⟨

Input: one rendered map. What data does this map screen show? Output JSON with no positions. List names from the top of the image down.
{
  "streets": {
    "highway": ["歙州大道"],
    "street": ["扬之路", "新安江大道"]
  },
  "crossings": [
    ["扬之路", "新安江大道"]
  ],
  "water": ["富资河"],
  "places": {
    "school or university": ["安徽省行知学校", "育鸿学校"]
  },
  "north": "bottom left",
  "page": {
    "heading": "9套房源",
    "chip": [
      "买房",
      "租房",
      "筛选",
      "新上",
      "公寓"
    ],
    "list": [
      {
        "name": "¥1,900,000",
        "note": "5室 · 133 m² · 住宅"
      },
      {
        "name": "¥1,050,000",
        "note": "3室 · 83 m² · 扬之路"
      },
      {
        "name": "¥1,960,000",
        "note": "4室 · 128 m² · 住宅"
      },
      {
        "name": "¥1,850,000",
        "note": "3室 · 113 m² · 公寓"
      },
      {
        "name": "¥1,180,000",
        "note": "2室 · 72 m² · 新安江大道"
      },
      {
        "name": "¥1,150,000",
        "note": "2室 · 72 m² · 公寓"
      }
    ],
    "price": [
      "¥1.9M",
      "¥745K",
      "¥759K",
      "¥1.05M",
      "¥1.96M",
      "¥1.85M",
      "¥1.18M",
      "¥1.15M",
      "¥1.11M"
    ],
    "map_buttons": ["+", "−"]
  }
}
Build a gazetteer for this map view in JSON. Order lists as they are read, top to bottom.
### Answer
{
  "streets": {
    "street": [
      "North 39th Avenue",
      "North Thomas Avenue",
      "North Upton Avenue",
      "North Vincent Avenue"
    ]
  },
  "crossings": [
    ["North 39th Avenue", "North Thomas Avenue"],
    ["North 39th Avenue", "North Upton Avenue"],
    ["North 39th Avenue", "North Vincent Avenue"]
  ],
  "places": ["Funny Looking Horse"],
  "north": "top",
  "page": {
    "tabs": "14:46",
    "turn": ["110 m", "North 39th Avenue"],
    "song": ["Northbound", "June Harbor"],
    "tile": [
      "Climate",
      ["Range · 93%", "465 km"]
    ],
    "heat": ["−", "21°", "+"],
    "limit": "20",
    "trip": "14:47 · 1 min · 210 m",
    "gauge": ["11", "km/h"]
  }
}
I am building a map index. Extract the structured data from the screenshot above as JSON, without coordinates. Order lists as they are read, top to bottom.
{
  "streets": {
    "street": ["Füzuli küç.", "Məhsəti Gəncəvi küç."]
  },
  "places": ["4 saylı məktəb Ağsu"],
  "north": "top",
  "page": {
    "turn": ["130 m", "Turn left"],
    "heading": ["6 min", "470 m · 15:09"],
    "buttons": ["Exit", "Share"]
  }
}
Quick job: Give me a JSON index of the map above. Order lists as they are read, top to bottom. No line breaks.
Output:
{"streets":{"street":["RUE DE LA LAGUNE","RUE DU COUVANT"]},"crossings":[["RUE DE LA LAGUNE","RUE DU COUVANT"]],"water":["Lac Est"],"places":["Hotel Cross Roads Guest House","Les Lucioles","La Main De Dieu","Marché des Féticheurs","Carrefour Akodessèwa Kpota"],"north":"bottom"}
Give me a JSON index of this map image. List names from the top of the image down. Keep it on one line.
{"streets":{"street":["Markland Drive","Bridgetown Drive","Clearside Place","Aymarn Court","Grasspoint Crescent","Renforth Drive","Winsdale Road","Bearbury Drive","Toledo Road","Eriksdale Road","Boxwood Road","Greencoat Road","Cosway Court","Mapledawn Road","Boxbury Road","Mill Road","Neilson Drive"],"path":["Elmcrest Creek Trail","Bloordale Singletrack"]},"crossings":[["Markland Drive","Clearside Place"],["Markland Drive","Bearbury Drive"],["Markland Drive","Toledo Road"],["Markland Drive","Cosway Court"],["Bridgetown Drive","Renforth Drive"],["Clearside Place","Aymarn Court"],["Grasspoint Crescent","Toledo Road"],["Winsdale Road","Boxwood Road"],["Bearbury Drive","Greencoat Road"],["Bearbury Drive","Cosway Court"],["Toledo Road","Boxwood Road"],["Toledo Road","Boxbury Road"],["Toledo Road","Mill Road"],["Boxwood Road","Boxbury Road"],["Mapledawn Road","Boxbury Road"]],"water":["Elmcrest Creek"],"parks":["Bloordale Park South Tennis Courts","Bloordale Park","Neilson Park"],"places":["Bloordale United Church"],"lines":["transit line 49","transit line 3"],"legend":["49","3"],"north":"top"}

⟩

Aim of the exercise =>
Every entry should be output exactly as written, please.

Solved problem =>
Input: one rendered map. What data does this map screen show? Output JSON with no positions. List names from the top of the image down.
{
  "streets": {
    "highway": ["歙州大道"],
    "street": ["扬之路", "新安江大道"]
  },
  "crossings": [
    ["扬之路", "新安江大道"]
  ],
  "water": ["富资河"],
  "places": {
    "school or university": ["安徽省行知学校", "育鸿学校"]
  },
  "north": "bottom left",
  "page": {
    "heading": "9套房源",
    "chip": [
      "买房",
      "租房",
      "筛选",
      "新上",
      "公寓"
    ],
    "list": [
      {
        "name": "¥1,900,000",
        "note": "5室 · 133 m² · 住宅"
      },
      {
        "name": "¥1,050,000",
        "note": "3室 · 83 m² · 扬之路"
      },
      {
        "name": "¥1,960,000",
        "note": "4室 · 128 m² · 住宅"
      },
      {
        "name": "¥1,850,000",
        "note": "3室 · 113 m² · 公寓"
      },
      {
        "name": "¥1,180,000",
        "note": "2室 · 72 m² · 新安江大道"
      },
      {
        "name": "¥1,150,000",
        "note": "2室 · 72 m² · 公寓"
      }
    ],
    "price": [
      "¥1.9M",
      "¥745K",
      "¥759K",
      "¥1.05M",
      "¥1.96M",
      "¥1.85M",
      "¥1.18M",
      "¥1.15M",
      "¥1.11M"
    ],
    "map_buttons": ["+", "−"]
  }
}
Build a gazetteer for this map view in JSON. Order lists as they are read, top to bottom.
### Answer
{
  "streets": {
    "street": [
      "North 39th Avenue",
      "North Thomas Avenue",
      "North Upton Avenue",
      "North Vincent Avenue"
    ]
  },
  "crossings": [
    ["North 39th Avenue", "North Thomas Avenue"],
    ["North 39th Avenue", "North Upton Avenue"],
    ["North 39th Avenue", "North Vincent Avenue"]
  ],
  "places": ["Funny Looking Horse"],
  "north": "top",
  "page": {
    "tabs": "14:46",
    "turn": ["110 m", "North 39th Avenue"],
    "song": ["Northbound", "June Harbor"],
    "tile": [
      "Climate",
      ["Range · 93%", "465 km"]
    ],
    "heat": ["−", "21°", "+"],
    "limit": "20",
    "trip": "14:47 · 1 min · 210 m",
    "gauge": ["11", "km/h"]
  }
}
I am building a map index. Extract the structured data from the screenshot above as JSON, without coordinates. Order lists as they are read, top to bottom.
{
  "streets": {
    "street": ["Füzuli küç.", "Məhsəti Gəncəvi küç."]
  },
  "places": ["4 saylı məktəb Ağsu"],
  "north": "top",
  "page": {
    "turn": ["130 m", "Turn left"],
    "heading": ["6 min", "470 m · 15:09"],
    "buttons": ["Exit", "Share"]
  }
}
Quick job: Give me a JSON index of the map above. Order lists as they are read, top to bottom. No line breaks.
Output:
{"streets":{"street":["RUE DE LA LAGUNE","RUE DU COUVANT"]},"crossings":[["RUE DE LA LAGUNE","RUE DU COUVANT"]],"water":["Lac Est"],"places":["Hotel Cross Roads Guest House","Les Lucioles","La Main De Dieu","Marché des Féticheurs","Carrefour Akodessèwa Kpota"],"north":"bottom"}
Give me a JSON index of this map image. List names from the top of the image down. Keep it on one line.
{"streets":{"street":["Markland Drive","Bridgetown Drive","Clearside Place","Aymarn Court","Grasspoint Crescent","Renforth Drive","Winsdale Road","Bearbury Drive","Toledo Road","Eriksdale Road","Boxwood Road","Greencoat Road","Cosway Court","Mapledawn Road","Boxbury Road","Mill Road","Neilson Drive"],"path":["Elmcrest Creek Trail","Bloordale Singletrack"]},"crossings":[["Markland Drive","Clearside Place"],["Markland Drive","Bearbury Drive"],["Markland Drive","Toledo Road"],["Markland Drive","Cosway Court"],["Bridgetown Drive","Renforth Drive"],["Clearside Place","Aymarn Court"],["Grasspoint Crescent","Toledo Road"],["Winsdale Road","Boxwood Road"],["Bearbury Drive","Greencoat Road"],["Bearbury Drive","Cosway Court"],["Toledo Road","Boxwood Road"],["Toledo Road","Boxbury Road"],["Toledo Road","Mill Road"],["Boxwood Road","Boxbury Road"],["Mapledawn Road","Boxbury Road"]],"water":["Elmcrest Creek"],"parks":["Bloordale Park South Tennis Courts","Bloordale Park","Neilson Park"],"places":["Bloordale United Church"],"lines":["transit line 49","transit line 3"],"legend":["49","3"],"north":"top"}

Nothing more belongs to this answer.